The present decision is based on facts and evidence put forward during the written proceedings and on which the respondent has had an opportunity to comment. Therefore the conditions set forth in Enlarged Board of Appeal opinion G 4/92, OJ EPO 1994, 149, are met.
Moreover, as stipulated by Article 15(3) RPBA the board is not obliged to delay any step in the proceedings, including its decision, by reason only of the absence at the oral proceedings of any party duly summoned who may then be treated as relying only on its written case.
3. Article 100(a) EPC / Articles 54(2) and 56 EPC
3.1 In the appealed decision, the opposition division came to the conclusion that granted claim 1 was novel over D1 because D1 did not disclose that the structure was made of human cells (which was implicit in granted claim 1) and did not disclose a cell sheet with a size of at least 6 cm**(2).
3.2 The board disagrees that granted claim 1 implies that the cells used in the cell sheet have to be of human origin. Moreover, the board considers that D1, while presenting results for an animal model of cardiac ischemic disease, nevertheless suggests treatment of humans: D1 concludes in particular that the results obtained suggest "a promising strategy for myocardial regeneration clinically" (page 4, labeled as page 2, last sentence). However, D1 does not disclose a structure with the size of 6 cm**(2). Hence claim 1 is novel over D1.
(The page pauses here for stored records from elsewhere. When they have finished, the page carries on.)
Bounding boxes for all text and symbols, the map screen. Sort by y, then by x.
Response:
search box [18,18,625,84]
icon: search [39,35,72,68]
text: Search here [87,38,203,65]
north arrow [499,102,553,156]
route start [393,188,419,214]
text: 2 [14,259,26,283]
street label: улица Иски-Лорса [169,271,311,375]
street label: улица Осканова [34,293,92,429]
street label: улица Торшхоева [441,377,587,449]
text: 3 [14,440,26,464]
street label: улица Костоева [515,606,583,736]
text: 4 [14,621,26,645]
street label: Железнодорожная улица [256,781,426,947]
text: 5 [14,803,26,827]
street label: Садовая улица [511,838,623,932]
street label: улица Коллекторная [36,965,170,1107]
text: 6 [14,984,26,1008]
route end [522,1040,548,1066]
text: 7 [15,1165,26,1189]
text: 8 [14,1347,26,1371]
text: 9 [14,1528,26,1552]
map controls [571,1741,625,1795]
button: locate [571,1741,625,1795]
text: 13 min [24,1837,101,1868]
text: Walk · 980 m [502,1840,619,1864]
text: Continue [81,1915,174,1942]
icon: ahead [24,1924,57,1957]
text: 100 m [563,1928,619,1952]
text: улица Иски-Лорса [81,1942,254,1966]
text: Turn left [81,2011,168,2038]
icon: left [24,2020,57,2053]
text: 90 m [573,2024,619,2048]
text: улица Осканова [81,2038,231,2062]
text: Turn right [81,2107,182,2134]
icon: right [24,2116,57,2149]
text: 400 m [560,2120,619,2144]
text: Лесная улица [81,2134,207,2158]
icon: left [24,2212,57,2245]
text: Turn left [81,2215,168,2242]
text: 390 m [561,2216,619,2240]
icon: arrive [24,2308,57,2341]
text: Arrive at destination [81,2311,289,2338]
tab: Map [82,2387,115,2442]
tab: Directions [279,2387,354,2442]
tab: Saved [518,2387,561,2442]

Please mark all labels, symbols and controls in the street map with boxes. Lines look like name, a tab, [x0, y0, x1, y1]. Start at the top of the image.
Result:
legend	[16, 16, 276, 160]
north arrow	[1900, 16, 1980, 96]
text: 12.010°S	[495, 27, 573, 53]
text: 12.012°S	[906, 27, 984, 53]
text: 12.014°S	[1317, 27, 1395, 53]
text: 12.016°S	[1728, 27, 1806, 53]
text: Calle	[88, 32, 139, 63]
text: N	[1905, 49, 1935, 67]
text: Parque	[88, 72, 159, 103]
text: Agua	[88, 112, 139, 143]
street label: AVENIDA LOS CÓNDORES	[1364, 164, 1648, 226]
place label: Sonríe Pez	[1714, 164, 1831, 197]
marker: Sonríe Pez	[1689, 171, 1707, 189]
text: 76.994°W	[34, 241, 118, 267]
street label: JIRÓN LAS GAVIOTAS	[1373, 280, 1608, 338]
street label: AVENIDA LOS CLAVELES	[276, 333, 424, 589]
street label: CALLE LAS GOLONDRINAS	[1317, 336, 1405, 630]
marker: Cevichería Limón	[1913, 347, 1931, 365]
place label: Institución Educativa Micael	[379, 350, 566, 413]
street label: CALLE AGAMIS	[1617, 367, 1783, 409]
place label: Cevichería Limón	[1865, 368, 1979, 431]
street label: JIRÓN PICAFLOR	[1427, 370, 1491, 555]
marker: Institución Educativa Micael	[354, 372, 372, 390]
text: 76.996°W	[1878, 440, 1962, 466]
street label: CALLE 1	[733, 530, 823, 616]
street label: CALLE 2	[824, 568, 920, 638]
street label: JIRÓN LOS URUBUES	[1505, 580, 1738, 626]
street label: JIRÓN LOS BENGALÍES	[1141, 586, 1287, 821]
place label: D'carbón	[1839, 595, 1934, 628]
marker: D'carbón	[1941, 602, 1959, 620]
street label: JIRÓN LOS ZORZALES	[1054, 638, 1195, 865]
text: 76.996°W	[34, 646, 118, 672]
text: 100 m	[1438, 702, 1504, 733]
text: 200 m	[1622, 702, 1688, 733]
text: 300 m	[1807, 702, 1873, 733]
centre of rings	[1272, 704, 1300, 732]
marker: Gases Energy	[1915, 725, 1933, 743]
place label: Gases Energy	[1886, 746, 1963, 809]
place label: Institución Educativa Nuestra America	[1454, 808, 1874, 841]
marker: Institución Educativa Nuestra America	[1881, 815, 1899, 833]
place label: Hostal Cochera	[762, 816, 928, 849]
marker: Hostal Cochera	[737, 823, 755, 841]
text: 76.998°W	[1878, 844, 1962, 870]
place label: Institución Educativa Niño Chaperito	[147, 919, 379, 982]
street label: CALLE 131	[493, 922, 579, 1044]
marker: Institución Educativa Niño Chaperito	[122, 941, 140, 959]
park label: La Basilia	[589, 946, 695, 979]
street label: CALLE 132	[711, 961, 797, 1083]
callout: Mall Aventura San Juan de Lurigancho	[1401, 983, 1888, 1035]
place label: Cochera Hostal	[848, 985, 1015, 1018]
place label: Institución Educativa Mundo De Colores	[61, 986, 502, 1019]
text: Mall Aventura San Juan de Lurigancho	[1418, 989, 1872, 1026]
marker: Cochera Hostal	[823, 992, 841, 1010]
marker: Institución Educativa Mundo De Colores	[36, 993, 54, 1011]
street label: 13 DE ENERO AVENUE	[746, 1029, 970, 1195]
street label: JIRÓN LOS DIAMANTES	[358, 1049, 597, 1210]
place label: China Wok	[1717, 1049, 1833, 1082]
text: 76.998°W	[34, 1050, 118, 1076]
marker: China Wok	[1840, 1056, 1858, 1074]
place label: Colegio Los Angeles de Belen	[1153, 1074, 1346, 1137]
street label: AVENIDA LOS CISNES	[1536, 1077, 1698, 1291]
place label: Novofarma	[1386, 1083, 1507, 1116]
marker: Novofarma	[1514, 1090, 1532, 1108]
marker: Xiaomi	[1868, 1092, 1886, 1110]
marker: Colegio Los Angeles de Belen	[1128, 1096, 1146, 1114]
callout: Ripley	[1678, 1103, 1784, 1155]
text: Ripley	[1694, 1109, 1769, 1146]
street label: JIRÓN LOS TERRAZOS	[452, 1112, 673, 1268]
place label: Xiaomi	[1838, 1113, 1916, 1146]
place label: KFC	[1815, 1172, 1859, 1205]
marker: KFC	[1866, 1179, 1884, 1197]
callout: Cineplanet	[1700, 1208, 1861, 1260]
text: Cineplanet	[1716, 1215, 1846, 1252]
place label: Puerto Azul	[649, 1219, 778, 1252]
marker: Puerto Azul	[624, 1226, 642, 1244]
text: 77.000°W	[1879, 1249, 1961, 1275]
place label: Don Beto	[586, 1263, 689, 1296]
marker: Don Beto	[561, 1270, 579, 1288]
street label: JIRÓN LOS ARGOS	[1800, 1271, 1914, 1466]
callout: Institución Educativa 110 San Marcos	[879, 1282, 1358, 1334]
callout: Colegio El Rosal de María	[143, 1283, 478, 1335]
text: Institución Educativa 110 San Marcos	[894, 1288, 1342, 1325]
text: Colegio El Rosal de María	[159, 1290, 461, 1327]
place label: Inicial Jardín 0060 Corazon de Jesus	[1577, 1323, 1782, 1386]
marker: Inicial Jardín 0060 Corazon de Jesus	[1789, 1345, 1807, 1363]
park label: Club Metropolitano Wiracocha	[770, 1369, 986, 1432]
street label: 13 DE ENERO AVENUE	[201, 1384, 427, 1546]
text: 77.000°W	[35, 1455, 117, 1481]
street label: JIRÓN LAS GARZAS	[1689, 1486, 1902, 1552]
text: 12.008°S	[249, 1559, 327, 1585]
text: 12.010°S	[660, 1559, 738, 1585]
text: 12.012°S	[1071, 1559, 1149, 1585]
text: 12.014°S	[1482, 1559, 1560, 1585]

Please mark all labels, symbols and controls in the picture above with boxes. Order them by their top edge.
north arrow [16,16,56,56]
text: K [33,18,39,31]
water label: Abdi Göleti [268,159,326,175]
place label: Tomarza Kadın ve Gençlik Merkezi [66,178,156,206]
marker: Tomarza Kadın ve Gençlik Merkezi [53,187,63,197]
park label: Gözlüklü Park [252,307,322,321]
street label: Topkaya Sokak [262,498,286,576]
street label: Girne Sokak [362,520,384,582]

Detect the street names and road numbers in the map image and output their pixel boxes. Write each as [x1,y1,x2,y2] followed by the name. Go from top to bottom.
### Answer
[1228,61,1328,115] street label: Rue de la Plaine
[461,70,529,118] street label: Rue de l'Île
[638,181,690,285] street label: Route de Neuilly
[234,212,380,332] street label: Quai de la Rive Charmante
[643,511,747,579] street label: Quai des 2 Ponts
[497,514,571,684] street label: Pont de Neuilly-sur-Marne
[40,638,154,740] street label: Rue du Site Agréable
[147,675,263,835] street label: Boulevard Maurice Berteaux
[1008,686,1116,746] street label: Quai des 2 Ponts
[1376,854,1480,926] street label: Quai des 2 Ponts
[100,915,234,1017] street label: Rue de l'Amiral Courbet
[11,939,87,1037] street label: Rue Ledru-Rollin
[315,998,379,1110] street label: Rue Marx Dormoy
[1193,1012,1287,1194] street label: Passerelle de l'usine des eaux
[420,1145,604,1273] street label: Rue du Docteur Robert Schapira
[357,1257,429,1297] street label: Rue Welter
3.3 Document D1 is the closest prior art for the subject-matter of granted claim 1. The differences from the claimed subject-matter are as listed above under novelty, namely that the treatment of humans is not explicitly disclosed in D1 and that no size of the structure to be implanted is indicated in D1. As regards this latter feature, the board notes that the size of the structure is linked to the target of the implant, as is stated in the patent application e.g. on page 96, first full paragraph and on page 28, third paragraph: "The term 'large size' in relation to a prosthetic tissue typically means that the prosthetic tissue has an area sufficient to cover a site to which the prosthetic tissue is implanted"; "The sufficient size of an implantable prosthetic tissue varies depending on a part targeted by implantation, but can be determined as appropriate by those skilled in the art". Hence the board considers that this feature is directly linked to the medical application, which is the treatment of myocardial conditions in humans, i.e. larger animals. The technical problem can thus be formulated as the provision of a treatment for the listed conditions in humans, and the solution is the use of a three-dimensional structure for heart implantation as claimed. Although there is no data in the application demonstrating that the effect was achieved in human patients, let alone for the specifically listed conditions, the board is convinced that the available data on rats, hamsters and pigs (Examples 2, 3, 4 and 9) can readily be taken as supporting evidence that the corresponding therapeutic effect would be attained in humans.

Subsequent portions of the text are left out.